How long would it take to open up completely? Why couldn't she just throw it away? What was so intriguing? How did she become so attached and enraptured by this crumpled up ball of paper? Spewing forth hate and anger, destruction all around it! But every so often, when she went slow, took her time in deciphering it - the paper begin to write new words - trying to explain, trying to get to a better state - less wrinkles, easier to read, calmer, peaceful at times.

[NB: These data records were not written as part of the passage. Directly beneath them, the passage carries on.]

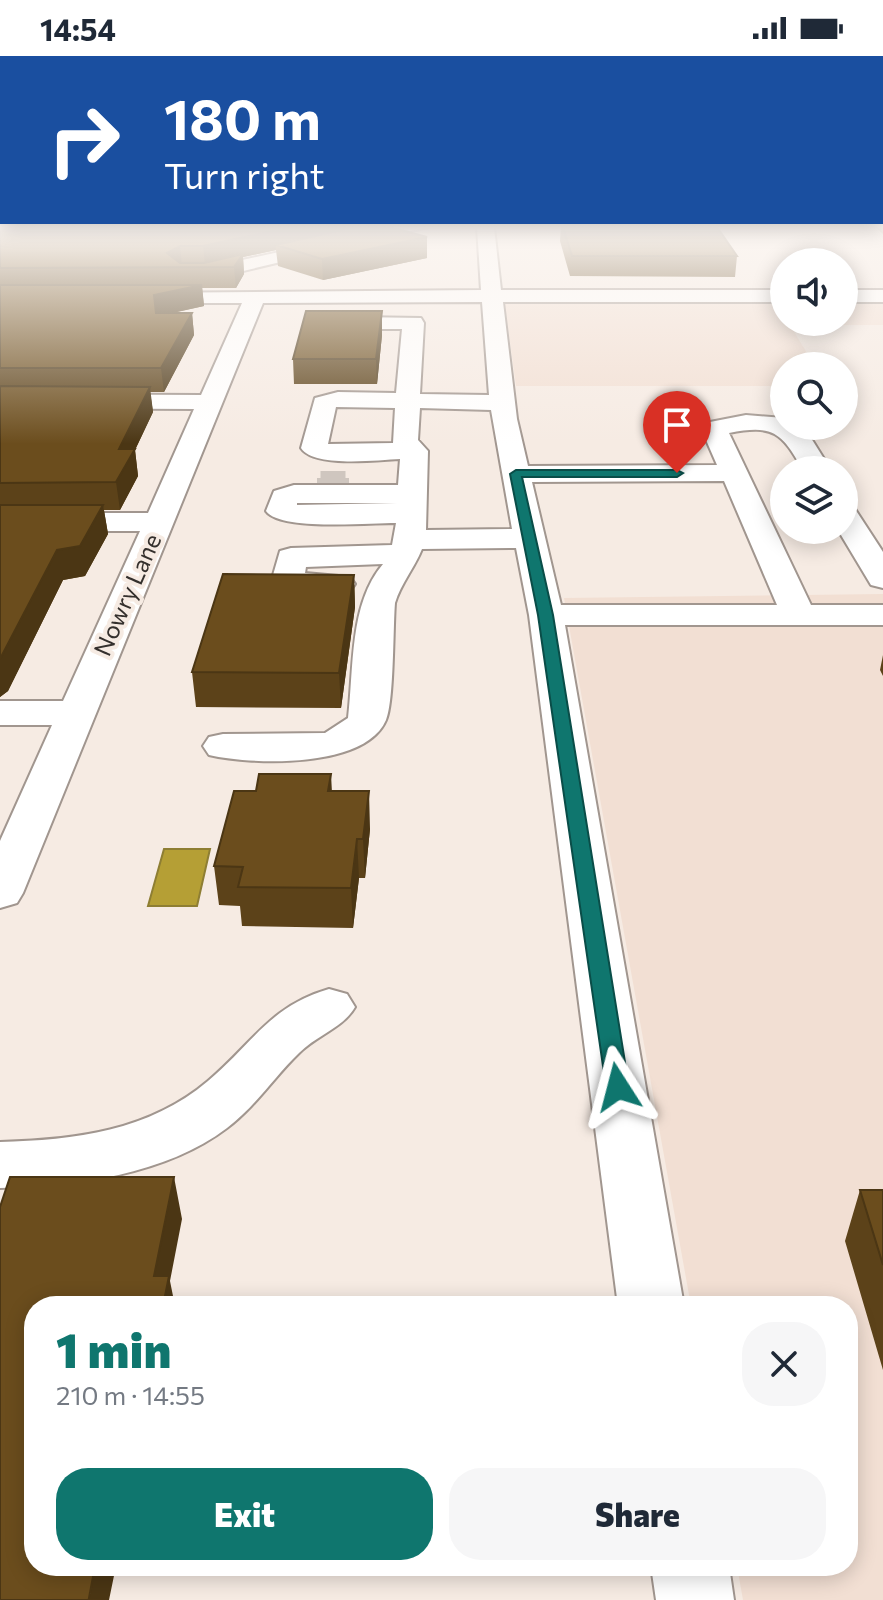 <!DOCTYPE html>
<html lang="en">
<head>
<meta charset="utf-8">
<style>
	:root { --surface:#fff; --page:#f6f6f7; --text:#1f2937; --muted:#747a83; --accent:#0f766e }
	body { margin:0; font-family:Commissioner,sans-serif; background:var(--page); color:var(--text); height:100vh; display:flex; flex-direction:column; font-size:30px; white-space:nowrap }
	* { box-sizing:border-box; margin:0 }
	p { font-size:26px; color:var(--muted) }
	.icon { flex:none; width:44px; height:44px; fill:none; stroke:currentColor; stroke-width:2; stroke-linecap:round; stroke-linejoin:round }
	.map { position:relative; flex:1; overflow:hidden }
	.side { position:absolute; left:24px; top:1240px; width:834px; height:280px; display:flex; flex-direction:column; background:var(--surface); border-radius:32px; box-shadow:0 4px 20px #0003 }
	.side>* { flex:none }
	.hud { position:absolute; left:0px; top:0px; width:884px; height:168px; box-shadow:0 4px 20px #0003; background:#1a4fa0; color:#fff; overflow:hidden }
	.fabs { position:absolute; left:770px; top:192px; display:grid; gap:16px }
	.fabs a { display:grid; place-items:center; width:88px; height:88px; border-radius:50%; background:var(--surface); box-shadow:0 4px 20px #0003; font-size:40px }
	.pin { position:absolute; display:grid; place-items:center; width:68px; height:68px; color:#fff; margin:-82px -34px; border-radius:50% 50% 50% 0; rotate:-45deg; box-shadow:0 0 8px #0007 }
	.pin .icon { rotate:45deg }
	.me { position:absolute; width:88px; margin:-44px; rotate:351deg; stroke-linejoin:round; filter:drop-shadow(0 0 6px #0008) }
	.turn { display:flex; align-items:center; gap:28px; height:168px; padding:0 32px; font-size:36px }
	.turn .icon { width:104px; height:104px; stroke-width:2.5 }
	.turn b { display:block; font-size:56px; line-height:68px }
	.round { display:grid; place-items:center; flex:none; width:84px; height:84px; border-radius:32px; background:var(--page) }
	.overview { display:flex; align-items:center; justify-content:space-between; height:136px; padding:0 32px }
	h1 { font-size:48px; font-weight:800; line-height:60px; color:var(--accent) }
	.cta { display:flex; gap:16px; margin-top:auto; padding:16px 32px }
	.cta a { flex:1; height:92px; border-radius:32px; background:var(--accent); color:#fff; font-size:32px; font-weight:800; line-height:92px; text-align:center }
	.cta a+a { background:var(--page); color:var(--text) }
	.status { display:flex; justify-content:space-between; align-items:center; height:56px; padding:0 40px; background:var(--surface); direction:ltr }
	.status svg { height:22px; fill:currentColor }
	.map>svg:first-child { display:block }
	.built { fill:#f2dfd3 }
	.water { fill:#b59f35; stroke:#8e7e33; stroke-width:2 }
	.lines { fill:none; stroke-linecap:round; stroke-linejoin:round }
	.minor-tunnel-far1 { stroke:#cfc6bf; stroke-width:25; stroke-dasharray:25 12; stroke-linecap:butt }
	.minor-tunnel { stroke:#cfc6bf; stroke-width:32; stroke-dasharray:32 16; stroke-linecap:butt }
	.minor-casing { stroke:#a1968f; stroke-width:4 }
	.minor { fill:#fff; fill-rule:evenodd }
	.wall { fill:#5c4219 }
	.shaded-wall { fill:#4b3614 }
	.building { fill:#6b4d1d; stroke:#4b3614; stroke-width:2 }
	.route { fill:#0f766e; stroke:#0a4d48; stroke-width:2 }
	.labels { text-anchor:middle; stroke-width:8; stroke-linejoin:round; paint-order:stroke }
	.far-street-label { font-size:24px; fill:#34302d; stroke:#f6ebe3 }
</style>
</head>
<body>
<div class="status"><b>14:54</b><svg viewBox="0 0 49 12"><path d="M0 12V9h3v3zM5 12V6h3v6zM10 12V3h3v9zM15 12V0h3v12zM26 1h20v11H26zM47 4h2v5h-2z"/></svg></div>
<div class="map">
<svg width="883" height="1544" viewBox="0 0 883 1544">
	<rect width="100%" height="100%" fill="#f6ebe3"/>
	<!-- built -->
	<path class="built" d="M 504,243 L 784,243 L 784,266 L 844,266 L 844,243 L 883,244 L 883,269 L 790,269 L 815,310 L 784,310 L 784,330 L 516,330 Z
		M 883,538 L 883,1544 L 743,1544 L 737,1510 L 848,1510 L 848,1250 L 691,1250 L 564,542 Z"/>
	<!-- water -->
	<path class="water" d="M 164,793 L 210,793 L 197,850 L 148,850 Z"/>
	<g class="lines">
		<!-- minor-tunnel-far1 -->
		<path class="minor-tunnel-far1" d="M 333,415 L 333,424"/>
		<!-- minor-tunnel -->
		<path class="minor-tunnel" d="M 333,422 L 333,429"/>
		<!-- minor casing -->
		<g class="minor-casing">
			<path id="minor" d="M 395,171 L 428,171 L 205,224 L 186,224 L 176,218 L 186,212 L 205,212 Z
				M 477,171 L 494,171 L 501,234 L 784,234 L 784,246 L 503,246 L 517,363 L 528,410 L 717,409 L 703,377 L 710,366 L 746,359 L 784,362 L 784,370 L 802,370 L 806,374 L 831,414 L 803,414 C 782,377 774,368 729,377 L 811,549 L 883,549 L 883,569 L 565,569 L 684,1250 L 618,1250 L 529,559 L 516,492 L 422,493 C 414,513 401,527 395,547 C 393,571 394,646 386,664 C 365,713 252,709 209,699 L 203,690 L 209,681 L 223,678 L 325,677 L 348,662 C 354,612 349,548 383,508 L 306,511 L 305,517 L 350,521 L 355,528 L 350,535 C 327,541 298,539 275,533 L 271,526 L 280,495 L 291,492 L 392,489 L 396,467 C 369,467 280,475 266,455 L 274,435 L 294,429 L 398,429 L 400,403 C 377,404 314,412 301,392 L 315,342 L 338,336 L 396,337 L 402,273 L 358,273 L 347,267 L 358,261 L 421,262 L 424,267 L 420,338 L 489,339 L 482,246 L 263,247 L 23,837 L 17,847 L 0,852 L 0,785 L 52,669 L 0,669 L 0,645 L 63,645 L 140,475 L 0,475 L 0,457 L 148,457 L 194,353 L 0,352 L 0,338 L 201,339 L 242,247 L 142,247 L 135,245 L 132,241 L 135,237 L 481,234 ZM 336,351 L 395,352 L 393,387 L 328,388 ZM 420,352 L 491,354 L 512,473 L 426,474 L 428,395 L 418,384 ZM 724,425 L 777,549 L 561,549 L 532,426 ZM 297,447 L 397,447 L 297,449 Z
				M 844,234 L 883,234 L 883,246 L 844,246 Z
				M 844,450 L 855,453 L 883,496 L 883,532 L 871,529 L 838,474 L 844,474 Z
				M 329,933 L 347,938 L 355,951 C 343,972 317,979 299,997 C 274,1021 256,1050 227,1072 C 165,1119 76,1130 0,1132 L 0,1086 C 75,1084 149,1075 208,1025 C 252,988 270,950 329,933 Z
				M 651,1510 L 729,1510 L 734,1544 L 656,1544 Z"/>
		</g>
		<!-- minor -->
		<use href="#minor" class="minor"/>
	</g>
	<!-- wall -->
	<path class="wall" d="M 0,171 L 390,171 L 427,202 L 323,224 L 278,210 L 276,194 L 243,201 L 244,218 L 236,232 L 202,232 L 204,250 L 173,257 L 192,257 L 194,279 L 164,336 L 150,336 L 153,356 L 135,394 L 138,420 L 120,454 L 104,454 L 108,478 L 85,520 L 63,524 L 8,635 L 0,641 Z
		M 561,171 L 717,171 L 737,200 L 735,221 L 570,220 L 560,185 Z
		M 875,171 L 883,171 L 883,178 Z
		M 382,255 L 382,279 L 377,328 L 294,328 L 293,303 Z
		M 354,519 L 355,551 L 341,652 L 196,651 L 192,616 Z
		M 883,599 L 883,620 L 880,614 Z
		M 332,735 L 370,773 L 365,822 L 359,822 L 353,872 L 242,870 L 240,850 L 219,849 L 214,810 Z
		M 860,1134 L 883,1134 L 883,1314 L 845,1185 Z"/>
	<!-- shaded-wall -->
	<path class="shaded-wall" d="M 291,171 L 354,171 L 276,189 L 276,194 L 243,201 L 244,218 L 236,232 L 234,211 L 205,209 L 203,190 Z
		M 427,181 L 427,202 L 323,224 L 322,203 Z
		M 180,190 L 182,209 L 167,197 Z
		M 202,229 L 204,250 L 157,260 L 154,239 Z
		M 382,255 L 382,279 L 377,328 L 376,303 Z
		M 192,257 L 194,279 L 164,336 L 161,312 Z
		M 150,331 L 153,356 L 135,394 L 138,420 L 120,454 L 116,426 L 119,393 Z
		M 103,449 L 108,478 L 85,520 L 63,524 L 8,635 L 0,641 L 0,603 L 57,494 Z
		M 354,519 L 355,551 L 341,652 L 339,617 Z
		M 331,718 L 333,756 L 328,735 Z
		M 369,735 L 370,773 L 365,822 L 363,783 Z
		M 357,783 L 359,822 L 353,872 L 351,832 Z
		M 174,1121 L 182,1163 L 170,1225 L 175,1250 L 160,1250 L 154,1220 Z
		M 95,1510 L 116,1510 L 109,1544 L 89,1544 Z"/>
	<!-- building -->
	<path class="building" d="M 0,171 L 291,171 L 203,190 L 180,190 L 167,197 L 180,207 L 204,207 L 243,198 L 234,211 L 0,212 Z
		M 355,171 L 390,171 L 427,181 L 322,203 L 276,189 Z
		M 563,171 L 717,171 L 737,200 L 572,200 Z
		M 0,229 L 202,229 L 154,239 L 156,257 L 192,257 L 161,312 L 0,312 Z
		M 306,255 L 382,255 L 376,303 L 293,303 Z
		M 0,330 L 150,331 L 119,393 L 135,393 L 116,426 L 0,427 Z
		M 0,449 L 103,449 L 80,490 L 57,494 L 0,603 Z
		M 223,518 L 354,519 L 339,617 L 192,616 Z
		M 259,718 L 331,718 L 328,735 L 369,735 L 363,783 L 357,783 L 351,832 L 238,831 L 243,811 L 214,810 L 234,735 L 256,735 Z
		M 10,1121 L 174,1121 L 154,1220 L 169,1220 L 163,1250 L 34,1250 L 34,1510 L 95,1510 L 89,1542 L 107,1542 L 107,1544 L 0,1544 L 0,1151 Z
		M 860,1134 L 883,1134 L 883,1209 Z"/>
	<!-- sky -->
	<linearGradient id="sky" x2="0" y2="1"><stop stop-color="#93aca0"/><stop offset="0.44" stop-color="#fbf6f2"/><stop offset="1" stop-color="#fbf6f2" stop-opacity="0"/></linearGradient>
	<rect width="883" height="388" fill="url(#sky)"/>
	<!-- route -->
	<path class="route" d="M 516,414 L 677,414 L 683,417 L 677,421 L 522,421 L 553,559 L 629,1031 L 626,1037 L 609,1037 L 606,1031 L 538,559 L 510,418 Z"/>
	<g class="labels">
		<!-- far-street labels -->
		<g class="far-street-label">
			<text transform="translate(128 539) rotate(-66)" y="8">Nowry Lane</text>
		</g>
	</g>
</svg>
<div class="fabs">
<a><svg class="icon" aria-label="sound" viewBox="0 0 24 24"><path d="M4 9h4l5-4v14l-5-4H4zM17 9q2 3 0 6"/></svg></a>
<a><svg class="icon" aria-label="search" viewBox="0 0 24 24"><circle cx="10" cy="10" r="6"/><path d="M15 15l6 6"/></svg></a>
<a><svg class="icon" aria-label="layers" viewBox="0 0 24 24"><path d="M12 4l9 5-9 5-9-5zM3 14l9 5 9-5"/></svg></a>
</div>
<div class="pin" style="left:677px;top:417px;background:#d93025"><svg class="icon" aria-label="arrive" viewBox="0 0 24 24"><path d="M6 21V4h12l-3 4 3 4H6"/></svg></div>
<svg class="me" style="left:618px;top:1031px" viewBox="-20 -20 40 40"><path d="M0-17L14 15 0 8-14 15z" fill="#0f766e" stroke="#fff" stroke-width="4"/></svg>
<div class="hud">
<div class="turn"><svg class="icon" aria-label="right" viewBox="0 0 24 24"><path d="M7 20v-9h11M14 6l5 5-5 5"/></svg><div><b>180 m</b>Turn right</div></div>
</div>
<section class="side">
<div class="overview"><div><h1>1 min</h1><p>210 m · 14:55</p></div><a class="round"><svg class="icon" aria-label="close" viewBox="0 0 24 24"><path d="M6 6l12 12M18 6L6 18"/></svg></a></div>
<div class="cta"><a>Exit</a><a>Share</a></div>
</section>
</div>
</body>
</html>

Together she and the paper seemed to start writing a new story, a positive story, happier - and at the same time started erasing the bad things from it. But the paper had things so deeply engrained - like and invisible ink pen - the words might not be there but the memories were, they would never totally go away. Often times it would bite her out of pity, self-hate, knowing it didn't deserve anything good! Many times it would roll off the nightstand right into the trash - where it belonged but she was faithful and always retrieved it, determined to make the world a better place.
One day she couldn't find the paper, where was it, did she throw it away? She was distraught! The paper was determined to self-destruct. Ranaway, didn't know how to be loved, cared for, respected so it crumpled into a little ball and rolled away into a corner. Months went by and she couldn't find the paper, she was angry, hurt, determined that after all the work she put into it that when she did find it she would throw it away forever!
One weekend while cleaning she found it, it had unfurled itself and let the air from the vent carry it to where it could be found. She looked at the paper and all she saw was the angry, hateful, nasty, vulgar words. With all the strength she could muster she balled it up tighter than ever. Determined never to put forth that kind of energy again on anything - she has learned that somethings just aren't worth fixing and it is better to leave them be. She threw the crumpled paper into the fireplace and watched it burn.